A conta não poderia vir abusiva, pois comprometeria o orçamento do mês. Agora, já adulto, creio que os pais estão se vingando de mim. Sabendo que eu vou pagar a fatura no restaurante, não experimentam mais nenhuma cautela, prurido, medo das cifras. Mostram-se absolutamente à vontade, inconsequentes. Sequer carregam bolsa ou carteira.
Não é natural. Existe uma conspiração por baixo da toalha da mesa. Pedem tudo o que têm direito. Solicitam entradas, prato principal, sobremesa. Consultam o maître pelo vinho de rótulo mais raro. Sinto calafrios quando os pais colocam os óculos para analisar o menu.
Se antes observavam os valores mais do que a descrição das iguarias, inverteram a ordem: decidiram desprezar as dezenas de zeros à direita e valorizar a alta gastronomia à esquerda. Parece que testam o meu poder econômico. Sem nenhuma compaixão com as despesas. Sem nenhuma piedade com os prejuízos. Que eu me vire com o cheque especial. Preciso bancar o convite, assumir o meu lugar na cabeceira.
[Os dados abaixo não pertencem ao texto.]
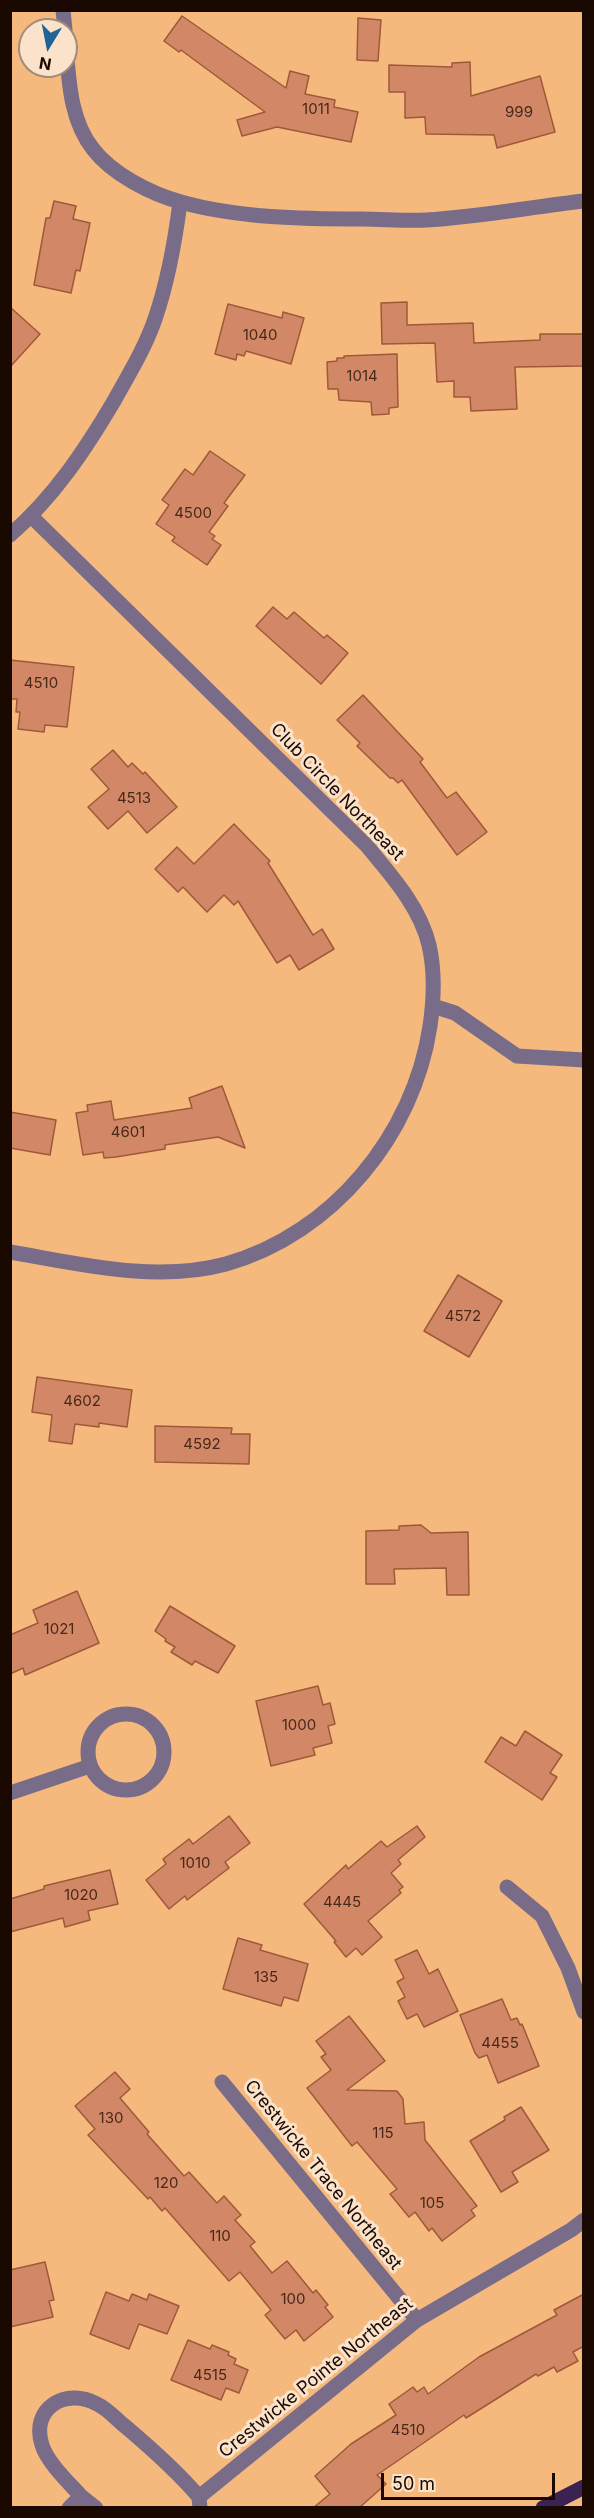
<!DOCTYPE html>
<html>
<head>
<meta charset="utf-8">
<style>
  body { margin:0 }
  #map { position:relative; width:594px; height:2518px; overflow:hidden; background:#f5b97e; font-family:Inter,sans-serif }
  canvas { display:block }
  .frame { position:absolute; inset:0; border:12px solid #190900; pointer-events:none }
  .north { position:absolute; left:18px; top:18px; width:60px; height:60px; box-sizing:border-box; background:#fbe3cb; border:2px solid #a18c7a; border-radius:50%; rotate:190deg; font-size:16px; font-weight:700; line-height:24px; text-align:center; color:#190900 }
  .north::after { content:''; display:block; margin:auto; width:21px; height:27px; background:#1e6498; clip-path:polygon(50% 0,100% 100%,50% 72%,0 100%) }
  .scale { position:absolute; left:381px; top:2473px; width:174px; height:27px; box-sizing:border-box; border:3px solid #190900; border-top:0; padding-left:8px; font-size:18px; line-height:21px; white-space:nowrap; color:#190900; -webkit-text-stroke:4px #fbe3cb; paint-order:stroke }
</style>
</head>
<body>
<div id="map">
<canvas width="594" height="2518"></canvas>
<div class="frame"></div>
<div class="north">N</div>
<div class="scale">50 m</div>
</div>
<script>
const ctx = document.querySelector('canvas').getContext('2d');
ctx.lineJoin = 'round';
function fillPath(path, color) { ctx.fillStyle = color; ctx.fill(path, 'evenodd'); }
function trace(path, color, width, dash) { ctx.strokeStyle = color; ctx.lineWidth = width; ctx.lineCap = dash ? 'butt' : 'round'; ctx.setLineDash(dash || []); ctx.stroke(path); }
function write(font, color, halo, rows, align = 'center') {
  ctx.font = font + ' Inter,sans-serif'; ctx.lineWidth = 6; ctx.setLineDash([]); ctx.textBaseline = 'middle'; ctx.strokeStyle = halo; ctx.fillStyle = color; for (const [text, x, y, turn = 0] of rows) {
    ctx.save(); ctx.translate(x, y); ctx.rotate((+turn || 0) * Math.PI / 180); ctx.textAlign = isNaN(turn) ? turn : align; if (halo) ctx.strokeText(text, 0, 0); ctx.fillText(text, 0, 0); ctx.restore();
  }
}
const building = new Path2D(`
  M 182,16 L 286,88 L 290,71 L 309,76 L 305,94 L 335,100 L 334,107 L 358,112 L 351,142 L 277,127 L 242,136 L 237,120 L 265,112 L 181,50 L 179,52 L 164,41 Z
  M 358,18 L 381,20 L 378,61 L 357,60 Z
  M 470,62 L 471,96 L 540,76 L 555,132 L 497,148 L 494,135 L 426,134 L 425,117 L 405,118 L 405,92 L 389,92 L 389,65 L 452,67 L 452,63 Z
  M 54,201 L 76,206 L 73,219 L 90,223 L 80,271 L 76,270 L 71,293 L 34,285 L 46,218 L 50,218 Z
  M 407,302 L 407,325 L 473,323 L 474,343 L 540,340 L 540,334 L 584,334 L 584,366 L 515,367 L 517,409 L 471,411 L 470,397 L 454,397 L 454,381 L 437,382 L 435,343 L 382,344 L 381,303 Z
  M 228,304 L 282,318 L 283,312 L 304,318 L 291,364 L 246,351 L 244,356 L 237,354 L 236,360 L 215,354 Z
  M 10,307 L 40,334 L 10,367 Z
  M 397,354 L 398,407 L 389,408 L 389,414 L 372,415 L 371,402 L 339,400 L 338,389 L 328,389 L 327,362 L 337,361 L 337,358 L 344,358 L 344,356 Z
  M 210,451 L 245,475 L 224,503 L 228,506 L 209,532 L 215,536 L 212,539 L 221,545 L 207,565 L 172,541 L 175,537 L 156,524 L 169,505 L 162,500 L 185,469 L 193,475 Z
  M 273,607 L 287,619 L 294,612 L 324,638 L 327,635 L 348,653 L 321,684 L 256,626 Z
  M 10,660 L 74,667 L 67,727 L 45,725 L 44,732 L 18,729 L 20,712 L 16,712 L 17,699 L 10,699 Z
  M 363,695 L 423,759 L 420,762 L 447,798 L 456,792 L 487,832 L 457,855 L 402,780 L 398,783 L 393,778 L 390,778 L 357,746 L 360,743 L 337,720 Z
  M 113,750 L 128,767 L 132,763 L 143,774 L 145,772 L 177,807 L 147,833 L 128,811 L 108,829 L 88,807 L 109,789 L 91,769 Z
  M 234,824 L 270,861 L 268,863 L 313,935 L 322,929 L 334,949 L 299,970 L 290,955 L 277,963 L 238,901 L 234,905 L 224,895 L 207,912 L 183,887 L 178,892 L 155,869 L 177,847 L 194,864 Z
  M 222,1086 L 245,1148 L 218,1137 L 165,1145 L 165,1149 L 116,1157 L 104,1158 L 103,1152 L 83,1155 L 76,1113 L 88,1111 L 87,1105 L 111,1101 L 114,1120 L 192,1108 L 189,1098 Z
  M 10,1112 L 56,1120 L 50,1155 L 10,1148 Z
  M 458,1275 L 502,1301 L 469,1357 L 424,1331 Z
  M 37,1377 L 132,1390 L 127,1427 L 99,1423 L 99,1427 L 75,1424 L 72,1444 L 49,1441 L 52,1415 L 32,1412 Z
  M 155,1426 L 232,1428 L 231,1434 L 250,1434 L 249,1464 L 155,1462 Z
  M 421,1525 L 431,1533 L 468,1532 L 469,1595 L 447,1595 L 446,1568 L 394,1569 L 395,1584 L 366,1584 L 366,1531 L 399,1530 L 399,1526 Z
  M 77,1591 L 99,1643 L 25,1675 L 23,1668 L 10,1674 L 10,1635 L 38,1623 L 33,1610 Z
  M 170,1606 L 235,1646 L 218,1673 L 195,1661 L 192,1665 L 171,1652 L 175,1647 L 165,1641 L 166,1639 L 155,1631 Z
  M 318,1686 L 323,1705 L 330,1703 L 335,1724 L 328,1726 L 332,1743 L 313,1748 L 315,1755 L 271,1766 L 256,1701 Z
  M 525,1731 L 562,1755 L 550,1773 L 557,1777 L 542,1800 L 485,1762 L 501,1737 L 516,1746 Z
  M 229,1816 L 250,1843 L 225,1862 L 229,1868 L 187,1900 L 185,1896 L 169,1909 L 146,1880 L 166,1864 L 163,1859 L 189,1839 L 193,1844 Z
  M 417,1826 L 425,1837 L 398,1860 L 401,1864 L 391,1873 L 403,1887 L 399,1890 L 401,1893 L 368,1921 L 382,1937 L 362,1955 L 356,1948 L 346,1957 L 334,1942 L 336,1941 L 304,1904 L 346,1865 L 348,1869 L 381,1841 L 387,1847 Z
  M 110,1870 L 118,1904 L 88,1911 L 90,1920 L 65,1927 L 63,1918 L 10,1932 L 10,1899 L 44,1889 L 44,1886 Z
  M 238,1938 L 262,1945 L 260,1950 L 308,1964 L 298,2001 L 284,1997 L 281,2006 L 223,1989 Z
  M 417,1950 L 429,1974 L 438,1969 L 458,2011 L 424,2027 L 417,2014 L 407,2019 L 398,2001 L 405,1997 L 397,1982 L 404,1978 L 395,1960 Z
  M 502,1999 L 511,2020 L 517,2018 L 520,2025 L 522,2024 L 539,2066 L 498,2083 L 487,2055 L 479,2058 L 475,2053 L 460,2015 Z
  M 349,2016 L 385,2061 L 347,2090 L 397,2091 L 403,2099 L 405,2124 L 424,2122 L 425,2140 L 477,2206 L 471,2210 L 475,2216 L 442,2241 L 432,2228 L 429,2231 L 415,2212 L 409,2217 L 390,2194 L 397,2189 L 357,2142 L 352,2146 L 307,2088 L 331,2070 L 321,2057 L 326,2054 L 316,2041 Z
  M 115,2072 L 130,2089 L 120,2098 L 149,2132 L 147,2134 L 184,2176 L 189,2172 L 217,2203 L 224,2196 L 241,2215 L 235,2220 L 255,2242 L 250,2246 L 272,2273 L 287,2261 L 313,2293 L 316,2290 L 328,2305 L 325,2307 L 333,2317 L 304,2341 L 296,2330 L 285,2339 L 265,2315 L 271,2310 L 240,2272 L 229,2281 L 165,2208 L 162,2211 L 150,2197 L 148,2199 L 88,2135 L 95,2129 L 75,2106 Z
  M 521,2107 L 549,2150 L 512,2172 L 518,2182 L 501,2192 L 470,2141 L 505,2120 L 504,2117 Z
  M 45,2262 L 54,2300 L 49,2301 L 53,2317 L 10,2327 L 10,2270 Z
  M 106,2292 L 129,2301 L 132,2294 L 147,2300 L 149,2294 L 179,2306 L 167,2334 L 139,2324 L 129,2349 L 90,2334 Z
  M 584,2294 L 584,2346 L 573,2352 L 578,2361 L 557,2372 L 554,2367 L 538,2376 L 536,2374 L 466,2418 L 464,2415 L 377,2475 L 386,2484 L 359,2508 L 313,2508 L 330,2494 L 315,2476 L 351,2444 L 396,2415 L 389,2404 L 413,2387 L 417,2392 L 424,2387 L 428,2394 L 479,2357 L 557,2315 L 554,2310 Z
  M 188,2340 L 210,2349 L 212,2345 L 229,2352 L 228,2355 L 236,2359 L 234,2364 L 248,2370 L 239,2393 L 226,2388 L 221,2400 L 171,2380 Z`);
const minor = new Path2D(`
  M 63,10 L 65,30
  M 66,46 C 69,81 70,120 93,149 C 112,174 151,194 181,202 C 237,218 304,219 362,219 C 383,219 405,221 426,220 C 478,217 531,207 584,201
  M 10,535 C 54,497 85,450 114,401 C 129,374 145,348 155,319 C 168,281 175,242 180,202
  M 433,1006 L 455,1013 L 517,1056 L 584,1060
  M 10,1252 C 81,1264 155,1283 226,1264 C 333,1234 414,1134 430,1026 C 434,999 435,971 429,945 C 420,907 391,875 367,846 L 32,517
  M88 1752a38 38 0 1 1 76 0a38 38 0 1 1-76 0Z
  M 10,1793 L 90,1766
  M 507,1887 L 542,1916 L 568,1968 L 584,2012
  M 222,2082 L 417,2320
  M 81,2496 C 69,2483 47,2462 42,2445 C 30,2408 66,2387 97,2404 C 108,2409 117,2420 126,2427 C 152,2449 177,2471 199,2497
  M 69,2508 L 81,2496 L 96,2508
  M 200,2508 L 199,2497 L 417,2320 L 571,2230 L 584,2220`);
const major = new Path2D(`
  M 543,2508 L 584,2487`);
const numberNames = [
  ["1011",316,109],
  ["999",519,112],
  ["1040",260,335],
  ["1014",362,376],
  ["4500",193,513],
  ["4510",41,683],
  ["4513",134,798],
  ["4601",128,1132],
  ["4572",463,1316],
  ["4602",82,1401],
  ["4592",202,1444],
  ["1021",59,1629],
  ["1000",299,1725],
  ["1010",195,1863],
  ["1020",81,1895],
  ["4445",342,1902],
  ["135",266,1977],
  ["4455",500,2043],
  ["130",111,2118],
  ["115",383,2133],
  ["120",166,2183],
  ["105",432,2203],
  ["110",220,2236],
  ["100",293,2299],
  ["4515",210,2375],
  ["4510",408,2430]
];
const streetNames = [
  ["Club Circle Northeast",337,792,46],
  ["Crestwicke Trace Northeast",323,2175,51],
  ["Crestwicke Pointe Northeast",316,2378,-39]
];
fillPath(building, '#d28866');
trace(building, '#9f5938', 1.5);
trace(minor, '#796c89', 15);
trace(major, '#3b2253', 15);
write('15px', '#47291a', null, numberNames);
write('18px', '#190900', '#fbe3cb', streetNames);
</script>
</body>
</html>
São crianças grandes na maior molecagem culinária. Talvez estejam me dando uma lição, a última lição de desapego, contra o materialismo e a favor dos momentos em família. Ou realmente relaxaram de vez como comensais gratuitos, meros espectadores do meu crescimento profissional.
Ainda por cima, para encerrar o banquete, querem embrulhar as sobras para casa, jamais cogitando o meu possível interesse.
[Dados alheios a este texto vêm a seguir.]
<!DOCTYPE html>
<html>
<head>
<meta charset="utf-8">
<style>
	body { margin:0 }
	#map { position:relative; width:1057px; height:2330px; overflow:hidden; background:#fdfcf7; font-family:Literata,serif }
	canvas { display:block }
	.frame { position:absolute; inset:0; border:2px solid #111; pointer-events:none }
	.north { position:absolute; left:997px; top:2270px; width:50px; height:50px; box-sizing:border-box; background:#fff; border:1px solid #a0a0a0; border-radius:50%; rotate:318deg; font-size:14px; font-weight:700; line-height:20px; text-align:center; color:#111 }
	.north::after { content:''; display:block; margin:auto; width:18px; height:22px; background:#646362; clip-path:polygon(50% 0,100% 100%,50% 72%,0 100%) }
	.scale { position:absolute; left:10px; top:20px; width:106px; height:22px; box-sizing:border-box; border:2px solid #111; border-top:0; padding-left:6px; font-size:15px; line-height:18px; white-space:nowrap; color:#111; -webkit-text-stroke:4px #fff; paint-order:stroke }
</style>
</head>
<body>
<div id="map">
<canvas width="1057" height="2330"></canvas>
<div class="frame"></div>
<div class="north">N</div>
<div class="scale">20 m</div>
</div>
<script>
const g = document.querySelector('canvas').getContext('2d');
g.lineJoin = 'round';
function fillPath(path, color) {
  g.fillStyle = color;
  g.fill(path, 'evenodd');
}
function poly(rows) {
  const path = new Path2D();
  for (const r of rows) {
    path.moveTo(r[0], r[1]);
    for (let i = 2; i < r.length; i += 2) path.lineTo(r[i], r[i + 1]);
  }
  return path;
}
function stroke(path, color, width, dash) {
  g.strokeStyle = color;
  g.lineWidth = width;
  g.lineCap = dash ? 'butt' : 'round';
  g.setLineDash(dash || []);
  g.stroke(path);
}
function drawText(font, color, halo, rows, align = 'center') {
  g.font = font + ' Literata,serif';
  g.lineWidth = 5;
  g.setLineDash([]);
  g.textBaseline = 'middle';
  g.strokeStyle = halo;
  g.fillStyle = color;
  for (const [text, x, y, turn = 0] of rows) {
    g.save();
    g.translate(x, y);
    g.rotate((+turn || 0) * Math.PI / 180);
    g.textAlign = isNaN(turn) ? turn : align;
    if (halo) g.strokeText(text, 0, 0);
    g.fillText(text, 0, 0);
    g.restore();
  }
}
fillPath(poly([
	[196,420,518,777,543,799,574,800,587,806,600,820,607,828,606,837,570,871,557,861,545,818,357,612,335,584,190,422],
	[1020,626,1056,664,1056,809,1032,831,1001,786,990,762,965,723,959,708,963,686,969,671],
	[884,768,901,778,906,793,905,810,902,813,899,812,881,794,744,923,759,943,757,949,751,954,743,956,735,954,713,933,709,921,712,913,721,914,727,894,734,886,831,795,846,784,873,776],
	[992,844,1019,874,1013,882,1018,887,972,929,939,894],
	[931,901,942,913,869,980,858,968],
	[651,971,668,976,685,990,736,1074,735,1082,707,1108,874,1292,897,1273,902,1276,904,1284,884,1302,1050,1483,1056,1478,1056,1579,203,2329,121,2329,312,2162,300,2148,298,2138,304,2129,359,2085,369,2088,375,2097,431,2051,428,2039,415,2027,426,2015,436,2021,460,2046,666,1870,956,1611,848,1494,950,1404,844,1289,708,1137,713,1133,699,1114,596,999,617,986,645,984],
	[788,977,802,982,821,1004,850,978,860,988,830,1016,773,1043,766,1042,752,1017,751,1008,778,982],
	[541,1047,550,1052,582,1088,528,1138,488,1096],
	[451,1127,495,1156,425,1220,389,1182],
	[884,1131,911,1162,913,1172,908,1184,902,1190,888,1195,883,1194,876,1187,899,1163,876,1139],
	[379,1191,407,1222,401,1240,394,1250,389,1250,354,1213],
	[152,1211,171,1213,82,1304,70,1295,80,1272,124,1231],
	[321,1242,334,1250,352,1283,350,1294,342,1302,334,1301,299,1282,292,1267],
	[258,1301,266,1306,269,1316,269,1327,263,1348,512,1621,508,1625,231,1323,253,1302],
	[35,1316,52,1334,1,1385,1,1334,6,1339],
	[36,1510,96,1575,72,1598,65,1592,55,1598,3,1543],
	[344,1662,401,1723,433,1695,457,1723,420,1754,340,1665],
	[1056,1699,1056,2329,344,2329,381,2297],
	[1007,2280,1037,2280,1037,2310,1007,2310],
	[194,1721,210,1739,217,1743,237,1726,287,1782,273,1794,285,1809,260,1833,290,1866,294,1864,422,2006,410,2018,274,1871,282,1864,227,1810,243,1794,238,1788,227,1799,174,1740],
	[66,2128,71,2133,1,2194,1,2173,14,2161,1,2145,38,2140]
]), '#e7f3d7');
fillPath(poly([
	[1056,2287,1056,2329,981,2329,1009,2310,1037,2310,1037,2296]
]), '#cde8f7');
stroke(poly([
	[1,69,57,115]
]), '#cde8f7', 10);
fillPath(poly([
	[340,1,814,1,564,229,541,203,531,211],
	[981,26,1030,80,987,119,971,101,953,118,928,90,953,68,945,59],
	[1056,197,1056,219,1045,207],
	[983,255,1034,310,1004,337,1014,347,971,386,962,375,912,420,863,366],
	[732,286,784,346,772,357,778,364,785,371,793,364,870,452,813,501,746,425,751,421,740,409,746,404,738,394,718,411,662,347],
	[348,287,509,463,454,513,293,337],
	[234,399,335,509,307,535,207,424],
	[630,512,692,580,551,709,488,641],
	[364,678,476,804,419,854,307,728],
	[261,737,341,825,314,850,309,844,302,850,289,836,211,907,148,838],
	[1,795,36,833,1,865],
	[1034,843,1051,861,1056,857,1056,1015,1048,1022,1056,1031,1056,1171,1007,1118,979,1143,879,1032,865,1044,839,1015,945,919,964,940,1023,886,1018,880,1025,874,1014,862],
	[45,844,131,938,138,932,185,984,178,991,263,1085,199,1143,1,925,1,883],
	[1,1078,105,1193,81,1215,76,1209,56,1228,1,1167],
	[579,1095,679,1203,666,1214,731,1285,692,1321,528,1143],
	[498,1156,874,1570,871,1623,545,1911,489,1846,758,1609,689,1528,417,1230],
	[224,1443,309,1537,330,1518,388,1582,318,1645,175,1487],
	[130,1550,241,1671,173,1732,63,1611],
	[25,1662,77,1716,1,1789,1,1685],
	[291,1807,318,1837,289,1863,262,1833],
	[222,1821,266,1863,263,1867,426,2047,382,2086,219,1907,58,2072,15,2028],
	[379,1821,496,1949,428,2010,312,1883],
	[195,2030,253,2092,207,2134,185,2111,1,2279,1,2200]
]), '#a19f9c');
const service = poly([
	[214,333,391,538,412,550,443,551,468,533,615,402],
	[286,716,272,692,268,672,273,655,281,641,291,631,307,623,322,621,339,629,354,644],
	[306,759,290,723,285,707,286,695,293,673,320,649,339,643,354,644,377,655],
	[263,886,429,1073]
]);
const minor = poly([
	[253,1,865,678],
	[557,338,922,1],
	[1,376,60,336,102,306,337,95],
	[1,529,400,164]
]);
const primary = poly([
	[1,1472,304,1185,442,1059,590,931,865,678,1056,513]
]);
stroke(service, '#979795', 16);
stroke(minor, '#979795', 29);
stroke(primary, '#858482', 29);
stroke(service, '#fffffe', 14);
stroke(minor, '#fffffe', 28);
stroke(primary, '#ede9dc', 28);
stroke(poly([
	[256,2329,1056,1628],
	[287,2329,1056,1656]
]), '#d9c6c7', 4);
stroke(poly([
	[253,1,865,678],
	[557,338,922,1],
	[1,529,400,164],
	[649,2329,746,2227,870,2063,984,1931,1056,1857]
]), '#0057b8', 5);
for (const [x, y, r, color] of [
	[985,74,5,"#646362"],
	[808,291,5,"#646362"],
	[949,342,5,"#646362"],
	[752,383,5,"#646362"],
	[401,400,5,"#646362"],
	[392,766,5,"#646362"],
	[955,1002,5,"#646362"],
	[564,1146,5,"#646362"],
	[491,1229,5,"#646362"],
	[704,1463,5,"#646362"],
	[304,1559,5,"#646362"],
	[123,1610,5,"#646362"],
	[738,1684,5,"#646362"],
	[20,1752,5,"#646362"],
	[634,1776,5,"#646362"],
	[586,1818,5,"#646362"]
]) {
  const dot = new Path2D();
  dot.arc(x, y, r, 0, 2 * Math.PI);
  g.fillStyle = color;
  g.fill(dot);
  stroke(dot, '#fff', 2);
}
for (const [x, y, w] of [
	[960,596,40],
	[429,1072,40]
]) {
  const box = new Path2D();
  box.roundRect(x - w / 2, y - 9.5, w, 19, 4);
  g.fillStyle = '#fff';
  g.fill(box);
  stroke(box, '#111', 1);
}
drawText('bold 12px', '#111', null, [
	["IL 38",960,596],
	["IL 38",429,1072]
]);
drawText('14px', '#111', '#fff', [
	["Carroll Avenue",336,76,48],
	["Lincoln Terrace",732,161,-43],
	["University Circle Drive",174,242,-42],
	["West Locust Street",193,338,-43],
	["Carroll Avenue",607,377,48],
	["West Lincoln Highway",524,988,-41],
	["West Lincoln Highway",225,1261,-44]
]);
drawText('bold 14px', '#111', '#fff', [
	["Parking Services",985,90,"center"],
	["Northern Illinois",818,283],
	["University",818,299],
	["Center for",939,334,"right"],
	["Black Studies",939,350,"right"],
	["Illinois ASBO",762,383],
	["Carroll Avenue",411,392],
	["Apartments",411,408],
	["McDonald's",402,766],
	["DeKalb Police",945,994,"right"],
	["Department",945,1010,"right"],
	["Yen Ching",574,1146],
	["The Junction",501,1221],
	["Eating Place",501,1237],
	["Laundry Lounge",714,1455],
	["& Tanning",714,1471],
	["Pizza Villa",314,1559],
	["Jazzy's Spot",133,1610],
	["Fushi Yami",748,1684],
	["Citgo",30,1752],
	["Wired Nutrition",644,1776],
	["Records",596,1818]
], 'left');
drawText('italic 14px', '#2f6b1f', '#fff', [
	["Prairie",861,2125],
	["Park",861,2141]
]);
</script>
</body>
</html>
A encenação é engraçada. Fingem que estão fazendo um favor não desperdiçando a comida, não jogando fora nada, como se o excedente não tivesse sido premeditado para obter justamente aquela marmita. Eles não me enganam. Ao almoçar comigo, buscam a sobrevida alimentar de um jantar ou café da manhã.
Brincadeiras à parte, feliz do filho que pode cobrir as despesas dos seus pais e ser anfitrião do amor. É um superpoder da gratidão: ter a oportunidade de devolver num gesto a proteção recebida durante a sua formação, trocar de papel por um momento e cuidar da felicidade deles.
Certamente, eles vão abusar na refeição, mas não confunda com egoísmo. Estarão profundamente emocionados e orgulhosos. Repare no brilho úmido dos olhos do seu pai e da sua mãe diante da sua cortesia. Além do carinho, desfrutam de indescritível certeza de que você foi bem encaminhado na vida.